Shortly afterwards, he got into an argument with his parents and was subsequently forced to move into a five-storey hostel on Chelyabinskaya Street. After the move, Neznamov got a job as a mechanic at a local enterprise and got married, but the marriage did not last long. In later years, he began to exhibit an increased libido and desire for sexual activity. He spent most of his free time meeting various women, many of whom became his cohabitants and lived with him for periods ranging from several days to several months.

As a person, Neznamov was characterized ambiguously by friends and acquaintances - some considered him a kind, helpful extrovert who resolved conflicts, while others viewed him as an alcoholic who neglected to pay his utility bills and loans. In addition, neighbors at the hostel claimed that he became aggressive when intoxicated and often clashed with bailiffs. Between June 2018 and May 31, 2022, Neznamov was on the list of candidates for jury duty at the Sinarsky District Court in Kamensk-Uralsky.

==Arrest==
As a result, Neznamov was arrested without incident on 4 February 2023, in Kamensk-Uralsky. Initially, he refused to cooperate with the investigators and denied his guilt. According to Valery Gorelykh, the press secretary for the Sverdlovsk Oblast's Department of the Ministry of Internal Affairs, Neznamov was compared to the character Fox from the cult film The Meeting Place Cannot Be Changed, taunting them to "prove it" when referring to the murder charges.

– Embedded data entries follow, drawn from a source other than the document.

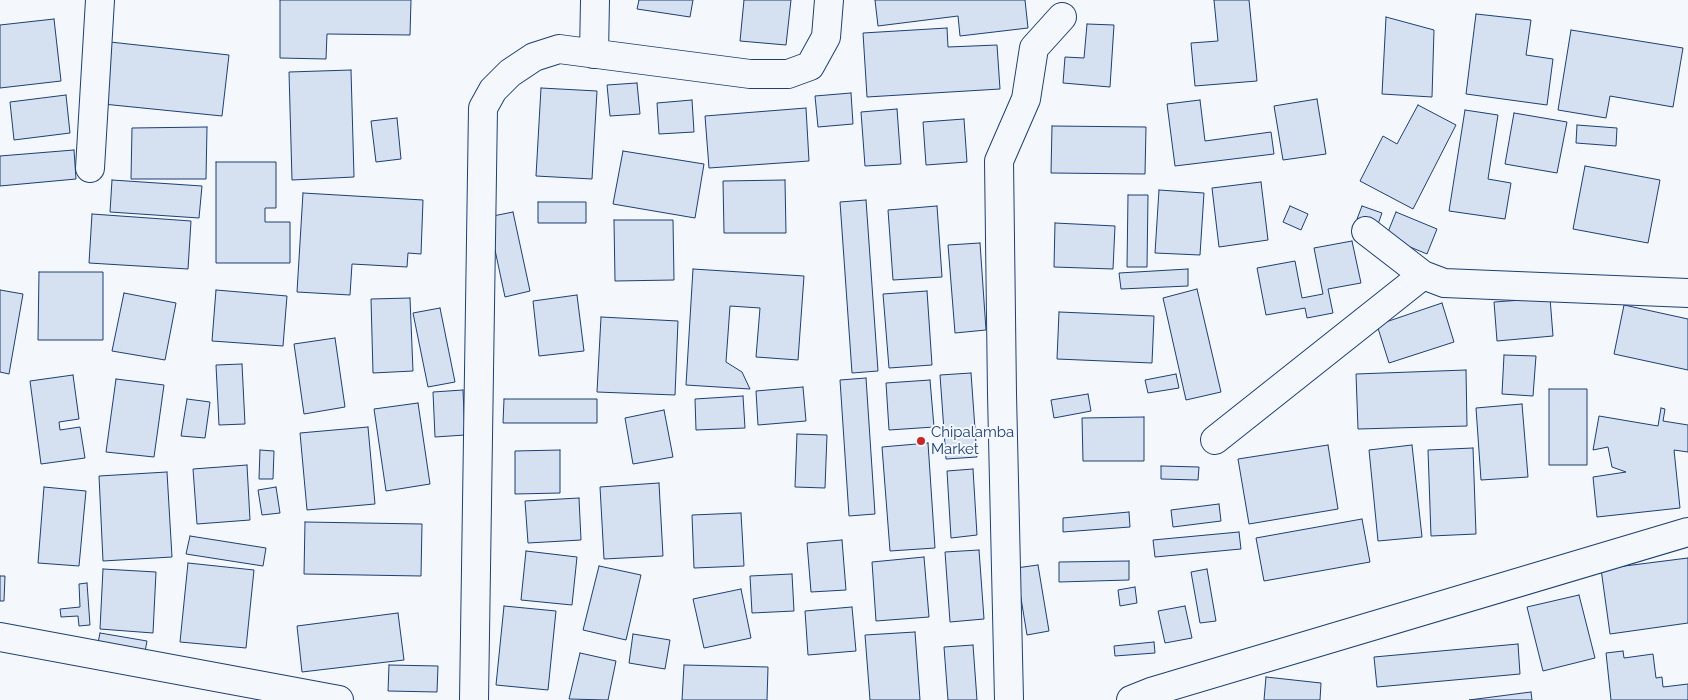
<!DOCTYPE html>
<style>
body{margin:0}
canvas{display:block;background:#f4f7fb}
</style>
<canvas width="1688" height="700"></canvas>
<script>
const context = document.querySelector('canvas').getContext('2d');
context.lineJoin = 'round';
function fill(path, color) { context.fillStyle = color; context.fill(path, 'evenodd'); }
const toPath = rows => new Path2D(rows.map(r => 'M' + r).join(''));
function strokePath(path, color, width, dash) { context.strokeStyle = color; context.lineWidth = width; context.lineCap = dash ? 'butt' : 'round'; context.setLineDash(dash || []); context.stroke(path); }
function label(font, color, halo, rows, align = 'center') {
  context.font = font + ' Raleway,sans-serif'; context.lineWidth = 4; context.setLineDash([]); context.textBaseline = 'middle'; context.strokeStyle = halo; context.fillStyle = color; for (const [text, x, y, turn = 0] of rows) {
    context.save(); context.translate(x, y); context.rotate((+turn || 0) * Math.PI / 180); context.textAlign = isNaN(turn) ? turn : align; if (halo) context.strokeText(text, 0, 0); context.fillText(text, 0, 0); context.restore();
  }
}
const building = toPath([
 [280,0,411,0,410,35,327,34,326,59,280,58,280,0],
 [639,0,693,0,690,17,637,9,639,0],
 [744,0,791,0,786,45,740,41,744,0],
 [875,0,1025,0,1028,28,960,36,958,16,878,26,875,0],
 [1214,0,1249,0,1257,81,1195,86,1191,43,1218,41,1214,0],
 [1476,14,1531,20,1526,55,1553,59,1547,105,1466,94,1476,14],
 [1386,17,1434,30,1432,97,1382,94,1386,17],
 [54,19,61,81,0,88,0,25,54,19],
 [1087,24,1114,25,1110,87,1063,83,1065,57,1084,58,1087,24],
 [947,28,948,47,997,45,1000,89,867,97,863,33,947,28],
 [1571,30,1683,48,1673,107,1610,96,1606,118,1558,110,1571,30],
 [110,42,229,55,222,116,103,104,110,42],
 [351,70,354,177,292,180,289,72,351,70],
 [637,83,640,114,610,116,607,85,637,83],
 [541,88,597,91,592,179,536,176,541,88],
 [851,93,853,124,818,127,815,96,851,93],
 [66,95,70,133,14,140,10,102,66,95],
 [1317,99,1326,154,1283,160,1274,106,1317,99],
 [692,100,694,132,659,134,657,103,692,100],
 [1200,100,1205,141,1271,132,1274,154,1175,166,1167,104,1200,100],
 [1418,105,1456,125,1413,209,1360,181,1383,136,1397,144,1418,105],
 [806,108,809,161,709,168,705,116,806,108],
 [897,109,901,164,865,166,861,112,897,109],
 [1465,110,1498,115,1488,179,1511,183,1505,219,1449,211,1465,110],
 [1514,113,1567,122,1557,173,1505,164,1514,113],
 [397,118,401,159,376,162,371,121,397,118],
 [964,119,967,162,926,165,923,122,964,119],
 [1577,125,1617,128,1616,146,1576,143,1577,125],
 [1052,126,1146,127,1145,174,1051,173,1052,126],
 [207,127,206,179,131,179,132,128,207,127],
 [74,150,76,179,0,186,0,156,74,150],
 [623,151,704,164,695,218,613,204,623,151],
 [216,162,276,162,276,208,265,208,265,222,290,222,290,263,216,263,216,162],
 [1585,166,1660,180,1648,243,1573,229,1585,166],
 [112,180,202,186,199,218,110,212,112,180],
 [785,180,786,233,724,233,723,181,785,180],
 [1261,182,1268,240,1219,247,1212,188,1261,182],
 [1159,190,1204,193,1200,255,1155,253,1159,190],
 [303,193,423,200,421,254,408,253,407,267,352,264,350,295,297,292,303,193],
 [1128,195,1148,195,1147,267,1127,267,1128,195],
 [866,200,878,371,852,373,840,202,866,200],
 [538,202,586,202,586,223,538,223,538,202],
 [937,206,942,277,893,280,888,210,937,206],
 [1290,206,1308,214,1301,230,1283,222,1290,206],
 [1362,206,1382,213,1377,227,1357,219,1362,206],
 [513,212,530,291,505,297,488,217,513,212],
 [1396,212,1437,229,1427,254,1386,237,1396,212],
 [92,214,191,221,188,269,89,263,92,214],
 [614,220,673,220,674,280,615,281,614,220],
 [1055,223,1115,226,1113,269,1054,267,1055,223],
 [1352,241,1361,283,1328,289,1333,313,1307,318,1305,308,1266,315,1257,268,1295,261,1302,298,1323,294,1314,248,1352,241],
 [980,243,986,330,955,333,948,245,980,243],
 [693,269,804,276,798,360,756,357,760,308,730,306,726,362,742,372,750,389,686,385,693,269],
 [1188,269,1188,286,1121,289,1119,273,1188,269],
 [39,272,103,272,103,340,38,340,39,272],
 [1197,289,1221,392,1186,400,1163,298,1197,289],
 [0,290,23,294,9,374,0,372,0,290],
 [216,290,287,296,283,346,212,341,216,290],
 [927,291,932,365,889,368,883,294,927,291],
 [124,293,176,303,165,360,112,351,124,293],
 [577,295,584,351,539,356,533,301,577,295],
 [410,298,413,371,373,373,371,299,410,298],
 [1550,298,1553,336,1497,341,1494,302,1550,298],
 [1442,303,1454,342,1389,363,1377,325,1442,303],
 [1624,305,1688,319,1688,370,1614,354,1624,305],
 [440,308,455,382,428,387,413,313,440,308],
 [1059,312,1154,316,1152,363,1057,359,1059,312],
 [601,317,678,321,675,395,597,392,601,317],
 [335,338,345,407,304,414,294,344,335,338],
 [1504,355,1536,356,1533,396,1502,394,1504,355],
 [242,364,245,424,219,425,216,365,242,364],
 [1466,370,1467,426,1358,429,1356,374,1466,370],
 [971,373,977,457,946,459,940,375,971,373],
 [1176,374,1179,388,1148,393,1145,380,1176,374],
 [73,375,79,419,59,422,60,430,80,427,85,458,41,464,30,381,73,375],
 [866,378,875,514,849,516,840,380,866,378],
 [116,379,164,385,154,457,106,452,116,379],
 [930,380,934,427,889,430,886,383,930,380],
 [803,387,806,421,758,425,756,391,803,387],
 [1549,389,1587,389,1587,465,1549,465,1549,389],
 [463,390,465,435,435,437,433,392,463,390],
 [1088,394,1091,411,1054,418,1051,400,1088,394],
 [743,396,745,428,696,430,695,399,743,396],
 [187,399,210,402,205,438,181,436,187,399],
 [504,399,597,399,597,423,503,423,504,399],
 [418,403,430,484,386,491,374,409,418,403],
 [1522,404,1528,477,1481,480,1476,408,1522,404],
 [1661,408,1665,409,1663,421,1688,425,1688,452,1674,450,1680,508,1597,517,1593,477,1626,472,1612,467,1608,447,1593,450,1599,416,1658,426,1661,408],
 [664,410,673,457,633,464,625,418,664,410],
 [1144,417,1144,461,1083,461,1082,418,1144,417],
 [368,427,375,504,307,510,300,433,368,427],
 [797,434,827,435,825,488,795,487,797,434],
 [928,443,935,548,890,551,882,447,928,443],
 [1328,445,1338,509,1249,524,1238,459,1328,445],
 [1412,445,1422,537,1378,541,1369,450,1412,445],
 [1473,448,1476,534,1431,536,1428,450,1473,448],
 [260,450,274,451,273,479,259,479,260,450],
 [560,450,560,493,515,494,515,451,560,450],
 [247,465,250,520,197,524,193,469,247,465],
 [1161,466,1199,467,1198,480,1161,479,1161,466],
 [973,469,977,535,951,538,947,471,973,469],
 [167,472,172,557,103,561,99,476,167,472],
 [659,483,663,556,604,559,600,487,659,483],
 [44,487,86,491,79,566,38,563,44,487],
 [276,487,280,513,262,515,258,490,276,487],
 [579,498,581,540,528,543,525,501,579,498],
 [1219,504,1221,521,1173,527,1171,510,1219,504],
 [1129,512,1130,527,1063,532,1063,518,1129,512],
 [741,513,744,566,694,568,692,515,741,513],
 [1362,519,1370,562,1264,581,1256,538,1362,519],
 [305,522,422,524,421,576,304,574,305,522],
 [1239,532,1241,549,1155,557,1153,540,1239,532],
 [190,536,266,548,263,566,186,554,190,536],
 [842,540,846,590,811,592,807,543,842,540],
 [979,550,984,619,950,622,945,552,979,550],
 [526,551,577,557,572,605,521,600,526,551],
 [924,557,929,617,876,621,872,562,924,557],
 [1688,558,1688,623,1610,634,1601,569,1688,558],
 [1129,561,1129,580,1059,582,1059,562,1129,561],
 [188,563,254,570,246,648,180,642,188,563],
 [1038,565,1049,631,1027,635,1016,568,1038,565],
 [599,566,641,575,626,640,583,630,599,566],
 [103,569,156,572,153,633,100,629,103,569],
 [1207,569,1216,621,1200,623,1191,572,1207,569],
 [792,574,794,611,752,613,750,576,792,574],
 [0,576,5,576,4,601,0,601,0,576],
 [87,583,90,625,79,626,78,616,61,617,60,609,80,607,79,584,87,583],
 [1135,587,1137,603,1120,606,1118,590,1135,587],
 [741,589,751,638,704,648,693,599,741,589],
 [1579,595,1595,658,1543,671,1527,607,1579,595],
 [504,606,556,611,548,690,496,685,504,606],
 [1185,606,1192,638,1165,643,1158,611,1185,606],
 [852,607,856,651,808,655,805,611,852,607],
 [398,613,404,660,302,672,297,626,398,613],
 [915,632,920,700,870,700,865,635,915,632],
 [100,633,147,641,144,657,97,648,100,633],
 [633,634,670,640,665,669,629,663,633,634],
 [1154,642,1155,653,1115,656,1114,646,1154,642],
 [1518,644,1520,674,1377,687,1374,657,1518,644],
 [973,645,977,700,948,700,944,647,973,645],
 [1623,651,1624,658,1653,654,1656,678,1662,677,1663,687,1688,684,1688,700,1611,700,1606,653,1623,651],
 [580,653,616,661,608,700,569,699,580,653],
 [389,665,438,666,437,692,388,691,389,665],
 [684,665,768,667,767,700,682,700,684,665],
 [1266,677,1321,683,1320,700,1264,700,1266,677],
 [1531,692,1532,700,1469,700,1531,692]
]);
fill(building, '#d5e0f0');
strokePath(building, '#1d3f73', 1);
const minor = toPath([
 [594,54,595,0],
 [90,168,100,0],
 [1366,231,1423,275,1444,283,1688,293],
 [1215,440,1423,275],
 [0,637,339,700],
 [474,700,483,108,493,90,510,73,534,57,559,49,750,74,788,74,810,66,826,37,829,0],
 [1009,700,1002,394,999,161,1026,99,1034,48,1062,17],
 [1131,700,1151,692,1688,532]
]);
strokePath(minor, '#1d3f73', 30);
strokePath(minor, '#f4f7fb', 28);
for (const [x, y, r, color] of [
 [921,441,5,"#c62828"]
]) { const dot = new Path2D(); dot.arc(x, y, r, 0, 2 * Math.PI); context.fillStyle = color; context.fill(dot); strokePath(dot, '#f4f7fb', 2); }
label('15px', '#1d3f73', '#f4f7fb', [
 ["Chipalamba",931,432],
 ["Market",931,449]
], 'left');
</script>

A few days after his arrest, however, Neznamov had a change of heart and, with the help of his lawyer, made a plea deal with the prosecutor's office. In exchange for leniency from the court, he agreed to cooperate with investigators and confess to the murders, describing in detail what had happened. Between February and the fall of 2023, Neznamov participated under escort in investigative experiments to reproduce what occurred on the day of each murder.

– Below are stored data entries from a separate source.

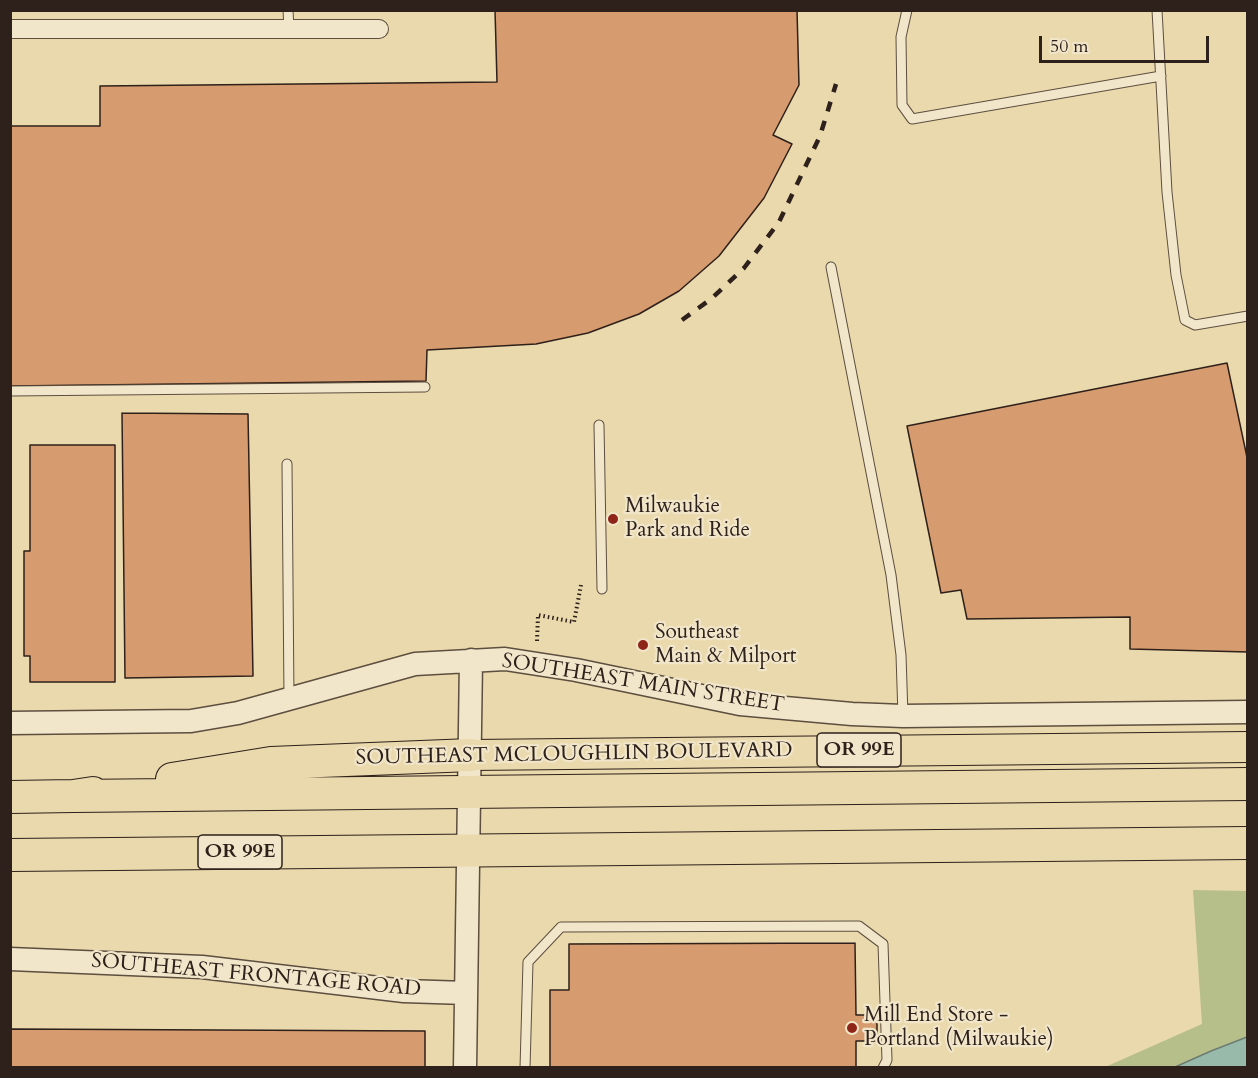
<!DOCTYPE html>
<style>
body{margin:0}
#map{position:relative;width:1258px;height:1078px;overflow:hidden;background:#e9d9ad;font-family:Cardo,serif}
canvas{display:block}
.frame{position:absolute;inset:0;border:12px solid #2e201a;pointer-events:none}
.scale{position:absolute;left:1039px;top:36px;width:170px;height:27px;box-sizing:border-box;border:3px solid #2e201a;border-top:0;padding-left:8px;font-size:18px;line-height:21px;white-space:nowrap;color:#2e201a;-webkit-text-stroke:4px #f1e6ca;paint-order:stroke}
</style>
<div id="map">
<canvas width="1258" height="1078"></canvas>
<div class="frame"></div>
<div class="scale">50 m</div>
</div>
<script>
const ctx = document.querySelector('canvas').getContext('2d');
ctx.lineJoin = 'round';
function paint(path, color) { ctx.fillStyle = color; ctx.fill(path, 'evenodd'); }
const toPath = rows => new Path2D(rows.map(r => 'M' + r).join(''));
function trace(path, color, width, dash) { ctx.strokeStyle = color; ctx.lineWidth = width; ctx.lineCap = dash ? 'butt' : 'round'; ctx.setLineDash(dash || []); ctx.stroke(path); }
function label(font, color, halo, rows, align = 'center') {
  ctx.font = font + ' Cardo,serif'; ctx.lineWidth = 4.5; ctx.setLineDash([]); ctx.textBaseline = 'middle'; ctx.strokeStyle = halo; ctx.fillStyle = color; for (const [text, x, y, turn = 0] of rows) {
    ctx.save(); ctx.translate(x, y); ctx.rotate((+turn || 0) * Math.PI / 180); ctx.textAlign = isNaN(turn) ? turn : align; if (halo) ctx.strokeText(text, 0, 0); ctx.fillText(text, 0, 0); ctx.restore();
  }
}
paint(toPath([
 [1193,890,1247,891,1247,1037,1175,1067,1103,1068,1202,1024]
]), '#b6bf8a');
const water = toPath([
 [1247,1037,1247,1067,1175,1067,1211,1051,1247,1037]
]);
paint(water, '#97baab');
trace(water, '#6d7c71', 1.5);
const building = toPath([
 [495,10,797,10,799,85,773,135,792,144,764,198,719,256,679,291,639,314,588,333,536,344,427,350,426,381,10,386,10,126,100,126,100,86,497,82,495,10],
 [1227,363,1248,462,1248,652,1130,649,1130,617,967,619,961,590,941,593,907,426,1227,363],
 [122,413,248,414,253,676,125,678,122,413],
 [30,445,115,445,115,682,30,682,30,656,24,656,24,551,30,551,30,445],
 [855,943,856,1015,877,1015,877,1041,856,1041,856,1068,550,1068,550,990,569,990,569,944,855,943],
 [10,1029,425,1031,425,1068,10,1068,10,1029]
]);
paint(building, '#d69b6e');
trace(building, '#2e201a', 1.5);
const service = toPath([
 [288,10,289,30],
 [907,10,901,37,902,105,912,119,1161,76],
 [1157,10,1167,192,1176,275,1185,320,1195,325,1248,316],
 [831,267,891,575,901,655,903,716],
 [10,391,425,387],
 [599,425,602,589],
 [287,464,289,699],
 [525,1068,528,962,561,927,859,926,883,944,887,1060,883,1068]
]);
const minor = toPath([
 [10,29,379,29]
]);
const tertiary = toPath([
 [10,723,191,721,238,713,415,664,505,659,576,670,740,704,852,714,903,716,1248,712],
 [10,959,202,967,404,991,466,993],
 [465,1068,471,660]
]);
const primary = toPath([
 [471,755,1248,747]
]);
const trunk = toPath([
 [172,779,271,763,471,755],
 [73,796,1248,784],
 [10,797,73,796,93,793],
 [10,855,1248,843]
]);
trace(service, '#5d4e3f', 11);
trace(minor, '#5d4e3f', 20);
trace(tertiary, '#5d4e3f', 25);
trace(primary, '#2e201a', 32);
trace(trunk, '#2e201a', 34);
trace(toPath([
 [537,641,538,615,574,622,581,585]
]), '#2e201a', 4, [1.5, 3]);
trace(service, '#f1e6ca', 9);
trace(minor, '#f1e6ca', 18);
trace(tertiary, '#f1e6ca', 22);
trace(primary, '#e9d9ad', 30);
trace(trunk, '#e9d9ad', 32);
trace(toPath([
 [682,320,711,299,744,268,779,222,820,136,836,84]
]), '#2e201a', 4.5, [10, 10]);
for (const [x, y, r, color] of [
 [613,519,6,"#8f2418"],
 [643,645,6,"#8f2418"],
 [852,1028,6,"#8f2418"]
]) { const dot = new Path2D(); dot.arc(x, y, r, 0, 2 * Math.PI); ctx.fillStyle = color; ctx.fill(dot); trace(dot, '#f1e6ca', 2); }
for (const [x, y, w] of [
 [859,750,84],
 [240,852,84]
]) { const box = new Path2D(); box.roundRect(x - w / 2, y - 17, w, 34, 4.5); ctx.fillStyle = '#f1e6ca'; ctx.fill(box); trace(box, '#2e201a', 1.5); }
label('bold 20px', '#2e201a', null, [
 ["OR 99E",859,750],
 ["OR 99E",240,852]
]);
label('21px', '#2e201a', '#f1e6ca', [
 ["Milwaukie",625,507],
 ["Park and Ride",625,531],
 ["Southeast",655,633],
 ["Main & Milport",655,657],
 ["Mill End Store -",864,1016],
 ["Portland (Milwaukie)",864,1040]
], 'left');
label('21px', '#2e201a', '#f1e6ca', [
 ["SOUTHEAST MAIN STREET",643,684,9],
 ["SOUTHEAST MCLOUGHLIN BOULEVARD",574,755,-1],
 ["SOUTHEAST FRONTAGE ROAD",256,976,5]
]);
</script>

He admitted that his first victim was Sapogova, whom he had encountered while she was returning home from a disco. Neznamov specified that after raping the girl, he strangled her with a belt taken from her raincoat. He then said that he committed the last two murders in September and December 2005. According to him, he killed one of the victims in a fit of anger after she had the indiscretion to call him a failure of a man.

== Trial ==
At the trial, Neznamov was found guilty of all charges against him, after which he was sentenced to 17 years imprisonment. During sentencing, he expressed remorse for what he had done and apologized to the victims' relatives. The sentence sparked outrage from the victims' family members, who said that he deserved to be sentenced to life imprisonment. In response to this, the press service of the Krasnogorsk District Court released a press statement in which they clarified that since the statute of limitations for the qualified murder charge had passed, they would be unable to sentence him to life imprisonment.

Neznamov himself was satisfied with the sentence and later did not file an appeal, after which the sentence was confirmed in November 2023. Following this, he was transferred to a corrective labour colony, where he has the right to apply parole after serving 12 years of his sentence.